The latest poll conducted for The Los Angeles Times newspaper puts President Bush ahead of Senator John Kerry by a margin of 49 to 46 percent.
A second poll known as the Battleground Survey found Mr. Kerry with a 48 to 47 percent lead over the president, with independent candidate Ralph Nader at three percent. Both of the new polls have a margin of error of plus or minus three points and involved recent surveys of more than a thousand registered voters nationwide.
Democratic political strategist Celinda Lake helped to conduct the Battleground Survey. She says all indications are that the race remains too close to call and will likely stay that way for the next two months.
"The race remains historically close and historically polarized," she said. "And so, barring any kind of unforeseen circumstances, I think we are very likely to see only very small changes between now and Election Day."

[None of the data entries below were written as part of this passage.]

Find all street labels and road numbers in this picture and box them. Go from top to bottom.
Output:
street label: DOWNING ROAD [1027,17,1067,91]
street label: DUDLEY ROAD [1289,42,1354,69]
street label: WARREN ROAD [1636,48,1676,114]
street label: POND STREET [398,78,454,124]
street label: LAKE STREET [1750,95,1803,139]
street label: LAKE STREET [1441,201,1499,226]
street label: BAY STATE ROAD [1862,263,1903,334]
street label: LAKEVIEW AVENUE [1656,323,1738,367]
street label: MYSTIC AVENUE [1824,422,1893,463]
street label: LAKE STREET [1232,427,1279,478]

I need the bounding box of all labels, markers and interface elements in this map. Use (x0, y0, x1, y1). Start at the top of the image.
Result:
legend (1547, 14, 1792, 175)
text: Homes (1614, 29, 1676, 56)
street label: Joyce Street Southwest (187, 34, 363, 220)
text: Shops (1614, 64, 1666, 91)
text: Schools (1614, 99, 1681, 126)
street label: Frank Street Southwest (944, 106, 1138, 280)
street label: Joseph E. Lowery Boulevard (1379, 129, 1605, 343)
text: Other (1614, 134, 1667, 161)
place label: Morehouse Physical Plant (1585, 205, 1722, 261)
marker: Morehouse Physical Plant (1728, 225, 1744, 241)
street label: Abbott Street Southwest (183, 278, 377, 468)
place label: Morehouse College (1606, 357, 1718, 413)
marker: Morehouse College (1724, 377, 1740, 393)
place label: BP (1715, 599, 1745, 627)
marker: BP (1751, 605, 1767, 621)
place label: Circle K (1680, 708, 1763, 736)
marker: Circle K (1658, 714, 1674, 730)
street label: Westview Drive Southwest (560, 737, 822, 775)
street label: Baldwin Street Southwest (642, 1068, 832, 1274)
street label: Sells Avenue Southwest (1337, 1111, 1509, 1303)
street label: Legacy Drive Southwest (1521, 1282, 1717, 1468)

Republican pollster Ed Goeas is the other half of the team responsible for the Battleground Survey. He says this election, more than any other in recent memory, is notable for the large numbers of people who apparently have already made up their minds as to whom they will support in November.
"In the first week of September in 1992, 64 percent of voters were definitely voting either for Bill Clinton or voting for [the first] President Bush," he noted. "Today, in this latest survey, we have 84 percent, 20 percent higher, definitely voting for John Kerry or for George W. Bush."
The polls generally give President Bush an advantage on handling the war on terrorism and in promoting tax cuts. Senator Kerry tends to have an edge on job creation and other domestic issues like health care and pension reform.